Lign. 204. Fossil Teeth and Jaws of Fishes. Chalk. Sussex.
| Fig. | 1.— | Tooth of Saurocephalus lanciformis. Lewes. |
| 2.— | Teeth of Saurocephalus striatus. Brighton. Portion of the jaw, with five teeth. | |
| 3.— | Fragment of a jaw, with two perfect teeth, and the base of another, of Saurodon Leanus. Kemptown, Brighton. | |
| 4.— | Enchodus halocyon. Left branch of the lower jaw, with teeth; and one front tooth of the opposite portion. Lewes. |
M. Agassiz retains the names imposed by the American naturalists, and has placed these genera in the family of Scomberoids (Mackerel, Swordfish). They belong to the Pharyngognathi of Muller. The teeth are disposed in a single row, and fixed in deep sockets by a simple root, or fang, which is frequently somewhat excavated by the pressure of a successional tooth. In Saurodon Leanus the crown of the tooth is angular, and barbed, and supported on a sub-cylindrical shank, or stem (see [Lign. 204], fig. 3). The microscopical structure of these teeth presents that peculiar reticulated disposition of the medullary canals throughout the entire body of the tooth, which is only found in the dental organs of fishes.
Hypsodon Lewesiensis. (Foss. South D. tab. xlii.)—The Sussex and Kentish Chalk also contain the remains of a very large fish, belonging to the Pharyngognathi, with extremely upright, long, conical, compressed, pointed teeth, which, like those of the Saurodon, are implanted in sockets. These teeth are commonly of a delicate fawn colour externally and of a dark brown internally; having a large simple pulp-cavity. In Foss. South D. (tab. xlii.) are represented portions of an intermaxillary and jaw-bone with teeth; a vertebra, deeply biconcave; and a large bone, apparently a branch of the os hyoides; all found in the same block of chalk.[563]
[563] A magnificent specimen (now in the British Museum) displays, on the same slab of chalk, a large portion of the cranium, teeth, several vertebræ, ribs, and many other bones, belonging to a fish of considerable magnitude. Petrif. p. 444.
Enchodus (sword-tooth) halocyon. [Lign. 204], fig. 4. (Poiss. Foss. tom. v. tab. xxvc.)—The specimen figured is a portion of the lower jaw, with one row of elongated, conical, slightly curved, pointed teeth; the two anterior teeth being much longer and larger than the others; it affords a good illustration of the dental organs of Enchodus; a genus of Acanthopterygian fishes, the jaws and teeth of which are often found in the Sussex Chalk. The teeth are of various sizes, and attached by anchylosis, one row on the premandibular bone, and another irregular row of smaller teeth to the inside of the lower jaw. The two anterior teeth are very large, and of a peculiar form: their base is wide and solid, and the shank of the tooth is suddenly contracted immediately above, and becomes elongated into a point. These teeth are generally of a dark colour, have a glossy aspect, and are very brittle; differing so remarkably in this respect from the shark’s teeth, with which they are usually collocated, that mere fragments can be readily identified. The external surface of the lower jaw is marked with finely granulated, longitudinal ridges or striæ.[564]
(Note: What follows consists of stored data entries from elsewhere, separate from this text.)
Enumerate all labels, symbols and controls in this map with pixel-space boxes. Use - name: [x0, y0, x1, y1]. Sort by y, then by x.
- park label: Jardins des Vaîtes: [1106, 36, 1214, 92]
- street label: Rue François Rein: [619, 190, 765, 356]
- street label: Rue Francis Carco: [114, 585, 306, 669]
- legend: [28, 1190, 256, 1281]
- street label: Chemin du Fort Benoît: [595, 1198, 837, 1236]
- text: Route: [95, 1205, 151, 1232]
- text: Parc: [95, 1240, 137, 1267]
[564] A fine example of the lower jaw, with twelve teeth, is figured Foss. South D. tab. xli. and another, with the upper jaw and teeth, Geol. S. E. p. 140. Beautiful figures of the remains of Saurocephalus, Enchodus, Hypsodon, and many other fine Chalk fishes, are given in Dixon’s Fossils of Sussex, 4to. 1850.
Mr. Toulmin Smith, of Highgate, has in his Museum a portion of the lower jaw with fifteen teeth of a small individual, imbedded in the centre of a flint nodule, from Gravesend, which was discovered by accidentally breaking the stone. The bone of the jaw and the teeth are of a dead white colour, and appear not to be in the slightest degree silicified; but in those teeth which are broken the pulp-cavity is filled with quartz, which must have transuded through the walls of the teeth.
Ichthyolites of recent species.—The distinguished naturalist to whose labours in fossil Ichthyology we have been so largely indebted, states, that of the many hundred species submitted to his notice, but one can be identified with any fish now living. This conclusion must, however, be received with some reservation; for, among the fossil genera, founded on the teeth, there are species which certainly cannot be distinguished from recent forms. And in the diluvial drift at Breslau, associated with the bones of the fossil elephant (Elephas primigenius), the remains of a pike, closely resembling the common European species, have lately been discovered.[565]
[565] Agassiz, Poiss. Foss. tom. v. p. 68.